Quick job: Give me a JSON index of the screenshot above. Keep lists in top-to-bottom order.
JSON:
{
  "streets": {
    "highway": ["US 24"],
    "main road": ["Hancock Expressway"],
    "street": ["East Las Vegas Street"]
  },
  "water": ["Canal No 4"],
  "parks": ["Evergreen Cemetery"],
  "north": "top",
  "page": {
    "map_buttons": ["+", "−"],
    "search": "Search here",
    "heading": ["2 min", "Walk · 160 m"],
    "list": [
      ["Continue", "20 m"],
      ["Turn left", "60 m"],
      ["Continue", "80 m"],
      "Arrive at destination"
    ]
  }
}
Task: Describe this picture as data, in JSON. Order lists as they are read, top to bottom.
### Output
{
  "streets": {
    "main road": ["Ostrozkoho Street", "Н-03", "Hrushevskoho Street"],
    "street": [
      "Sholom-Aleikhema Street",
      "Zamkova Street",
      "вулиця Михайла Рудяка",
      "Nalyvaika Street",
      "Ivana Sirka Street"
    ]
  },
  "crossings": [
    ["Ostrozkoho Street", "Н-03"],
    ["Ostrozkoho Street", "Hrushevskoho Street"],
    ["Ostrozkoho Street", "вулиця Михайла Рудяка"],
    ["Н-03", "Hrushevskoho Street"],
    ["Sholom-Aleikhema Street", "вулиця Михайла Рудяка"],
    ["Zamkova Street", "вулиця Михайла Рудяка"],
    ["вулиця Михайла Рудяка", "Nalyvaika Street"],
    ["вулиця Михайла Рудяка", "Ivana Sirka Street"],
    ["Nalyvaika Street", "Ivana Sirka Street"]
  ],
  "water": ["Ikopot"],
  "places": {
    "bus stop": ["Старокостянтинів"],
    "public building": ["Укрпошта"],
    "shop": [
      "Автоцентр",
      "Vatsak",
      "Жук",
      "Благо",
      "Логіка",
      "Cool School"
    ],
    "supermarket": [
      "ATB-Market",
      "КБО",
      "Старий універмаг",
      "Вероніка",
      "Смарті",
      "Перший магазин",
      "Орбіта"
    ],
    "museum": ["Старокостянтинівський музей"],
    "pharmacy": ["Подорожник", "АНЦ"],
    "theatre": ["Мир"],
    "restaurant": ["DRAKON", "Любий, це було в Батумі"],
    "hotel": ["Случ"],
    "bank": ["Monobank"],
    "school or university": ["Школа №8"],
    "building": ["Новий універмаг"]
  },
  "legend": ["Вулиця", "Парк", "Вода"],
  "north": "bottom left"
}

---

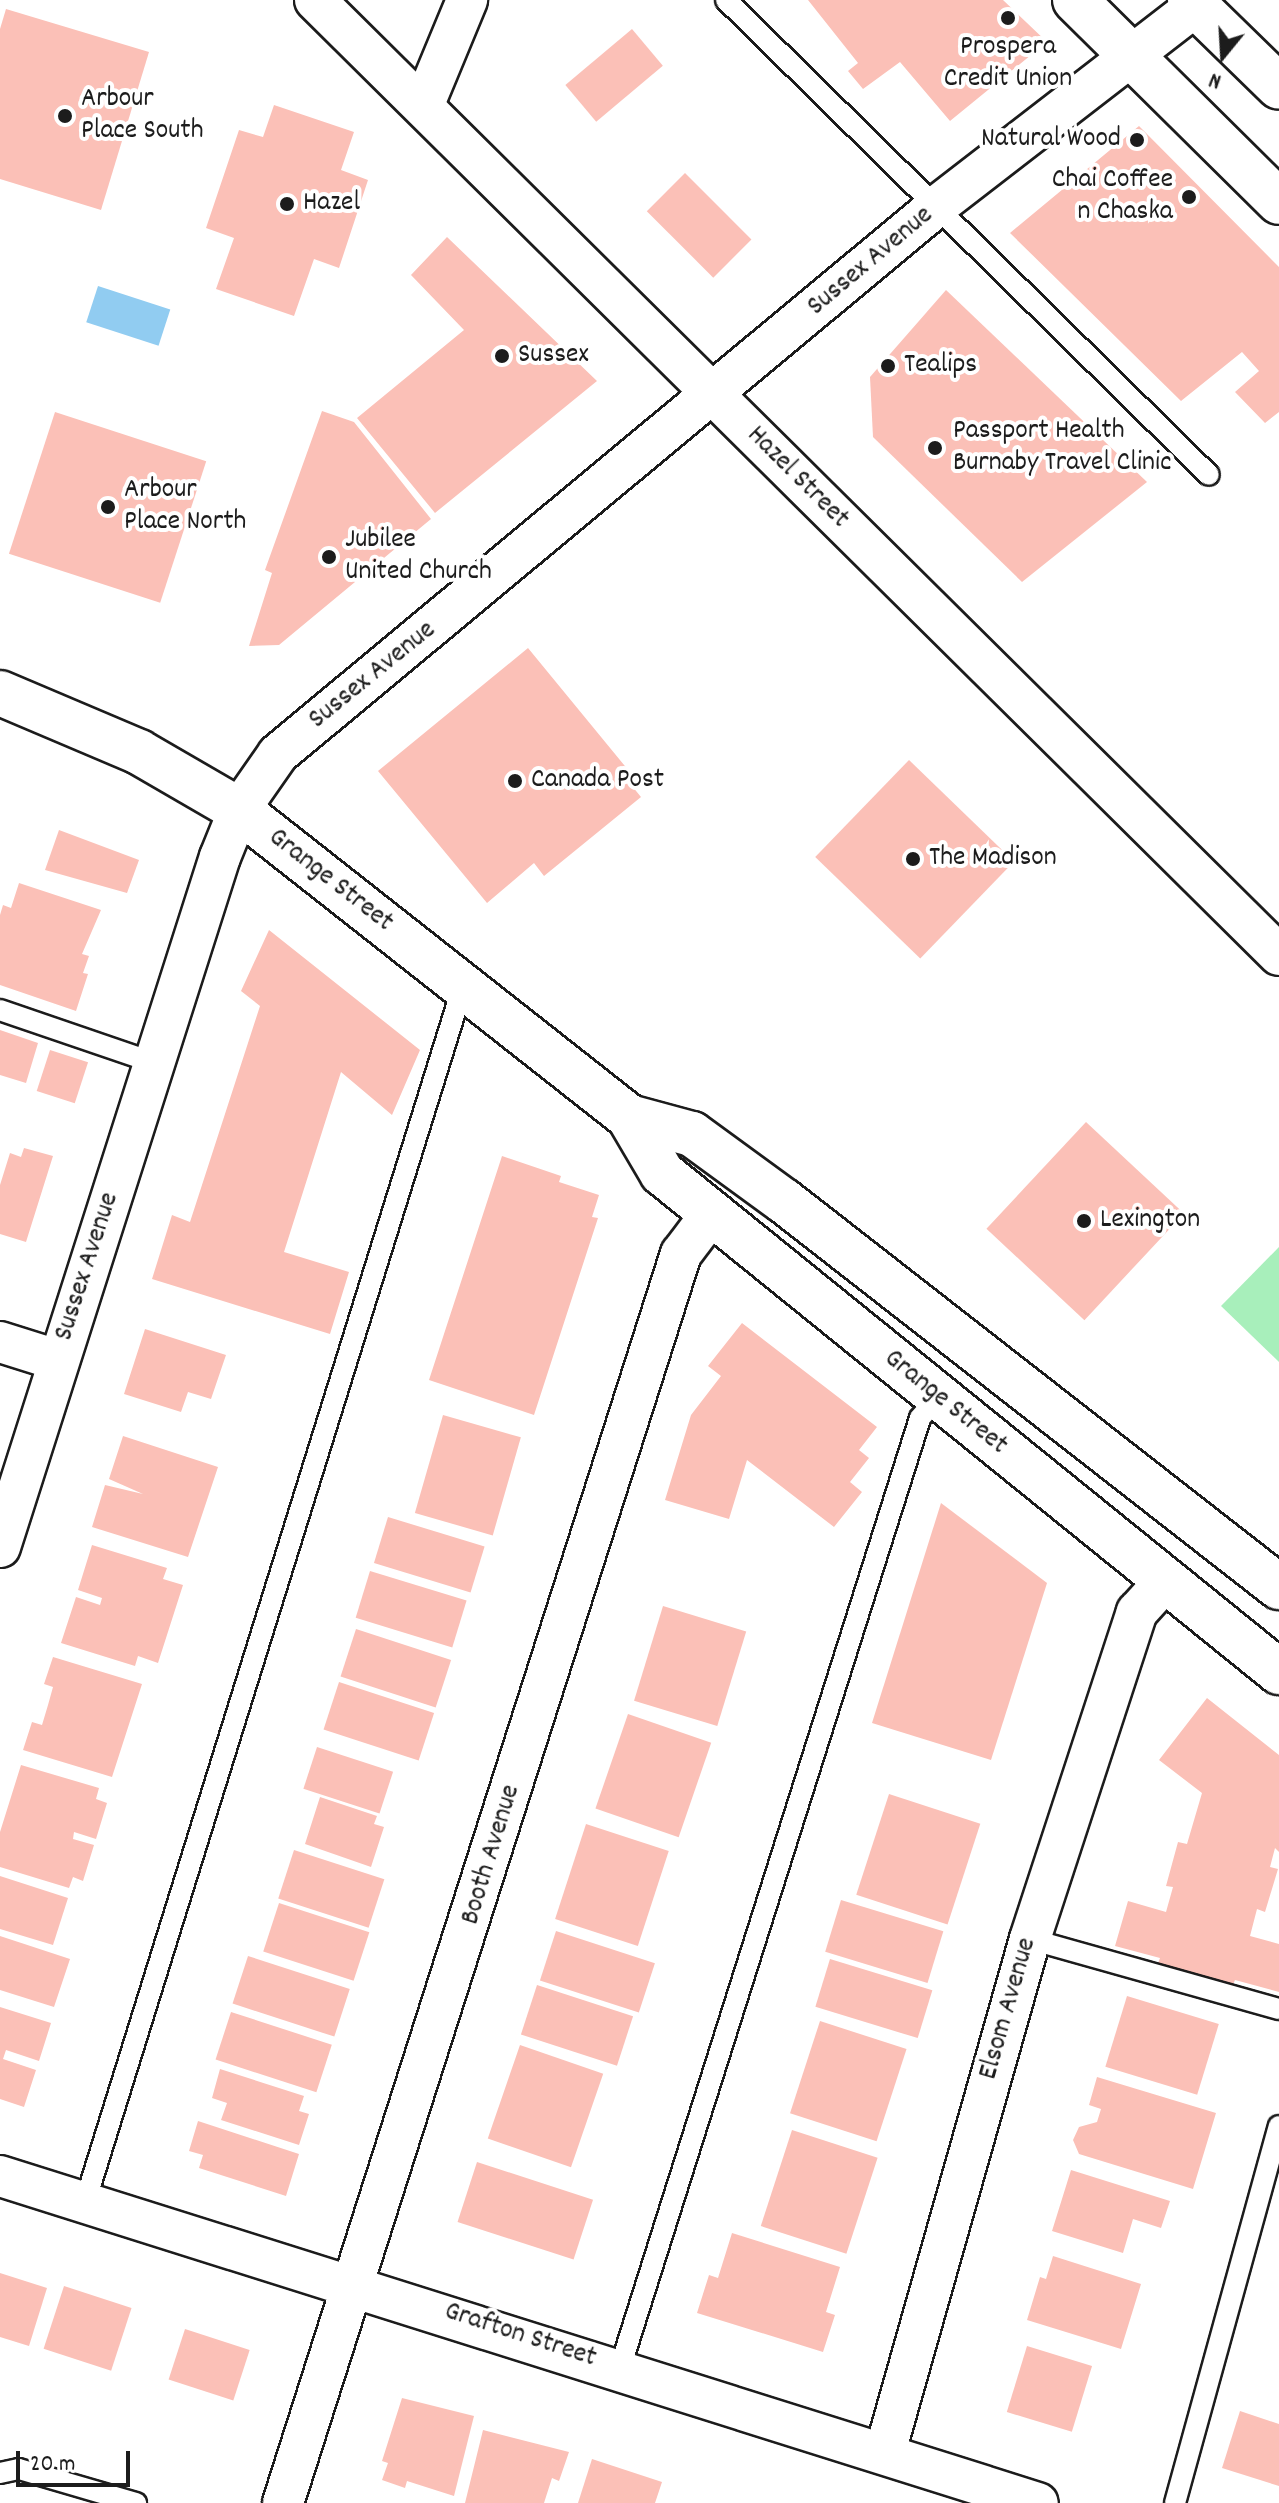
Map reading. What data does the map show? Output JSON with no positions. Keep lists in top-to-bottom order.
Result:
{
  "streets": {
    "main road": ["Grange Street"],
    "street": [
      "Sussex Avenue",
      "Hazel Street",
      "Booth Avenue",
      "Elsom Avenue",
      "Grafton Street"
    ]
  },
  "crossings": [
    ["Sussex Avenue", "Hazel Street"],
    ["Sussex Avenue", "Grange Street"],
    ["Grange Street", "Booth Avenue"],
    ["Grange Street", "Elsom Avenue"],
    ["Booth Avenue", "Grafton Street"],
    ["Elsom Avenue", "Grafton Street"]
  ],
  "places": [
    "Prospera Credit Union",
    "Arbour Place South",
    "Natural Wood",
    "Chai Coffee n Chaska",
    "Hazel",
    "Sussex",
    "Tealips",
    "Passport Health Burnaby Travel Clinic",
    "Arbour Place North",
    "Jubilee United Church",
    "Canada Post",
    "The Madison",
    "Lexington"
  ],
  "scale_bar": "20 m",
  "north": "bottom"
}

==

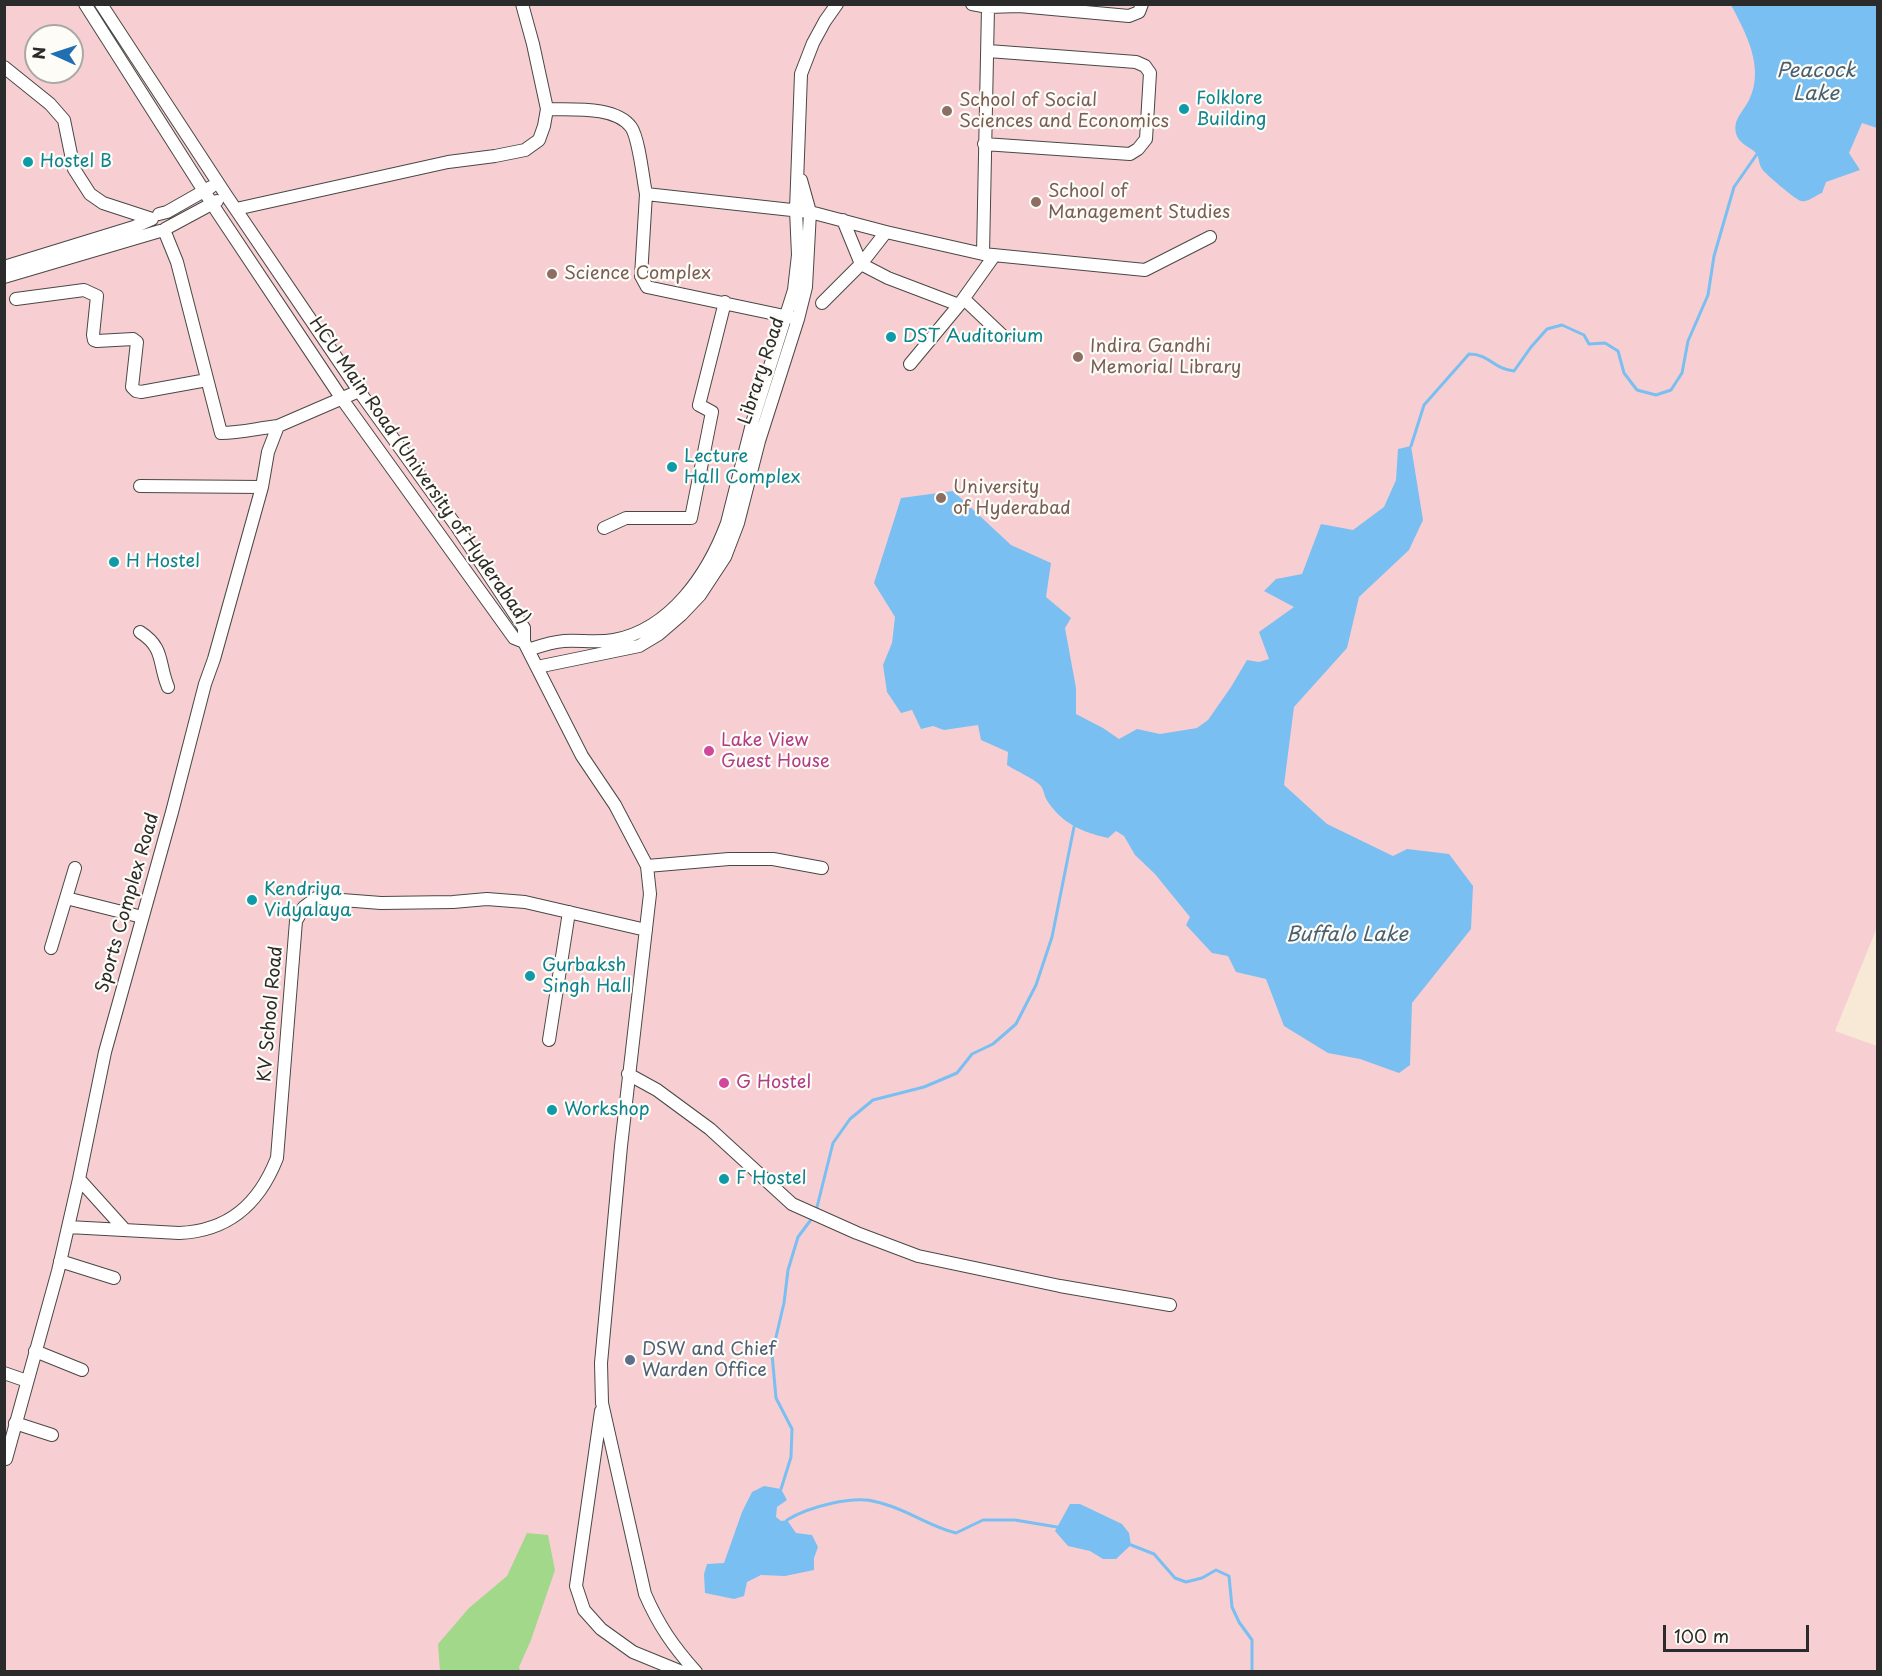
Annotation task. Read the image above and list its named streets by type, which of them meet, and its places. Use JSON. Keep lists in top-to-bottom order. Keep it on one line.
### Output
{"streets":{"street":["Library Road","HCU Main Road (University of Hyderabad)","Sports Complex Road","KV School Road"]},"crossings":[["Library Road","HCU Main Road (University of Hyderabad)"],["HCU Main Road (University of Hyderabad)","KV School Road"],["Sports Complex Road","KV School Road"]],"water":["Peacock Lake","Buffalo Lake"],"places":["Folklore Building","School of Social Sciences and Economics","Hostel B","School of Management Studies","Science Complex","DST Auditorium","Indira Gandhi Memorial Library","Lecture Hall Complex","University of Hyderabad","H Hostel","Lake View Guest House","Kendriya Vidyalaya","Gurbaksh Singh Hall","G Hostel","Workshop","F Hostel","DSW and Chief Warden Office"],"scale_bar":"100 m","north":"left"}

Work required: Your response should contain each line of the listing in which the word "above" occurs.

Answer box:
Quick job: Give me a JSON index of the screenshot above. Keep lists in top-to-bottom order.
Annotation task. Read the image above and list its named streets by type, which of them meet, and its places. Use JSON. Keep lists in top-to-bottom order. Keep it on one line.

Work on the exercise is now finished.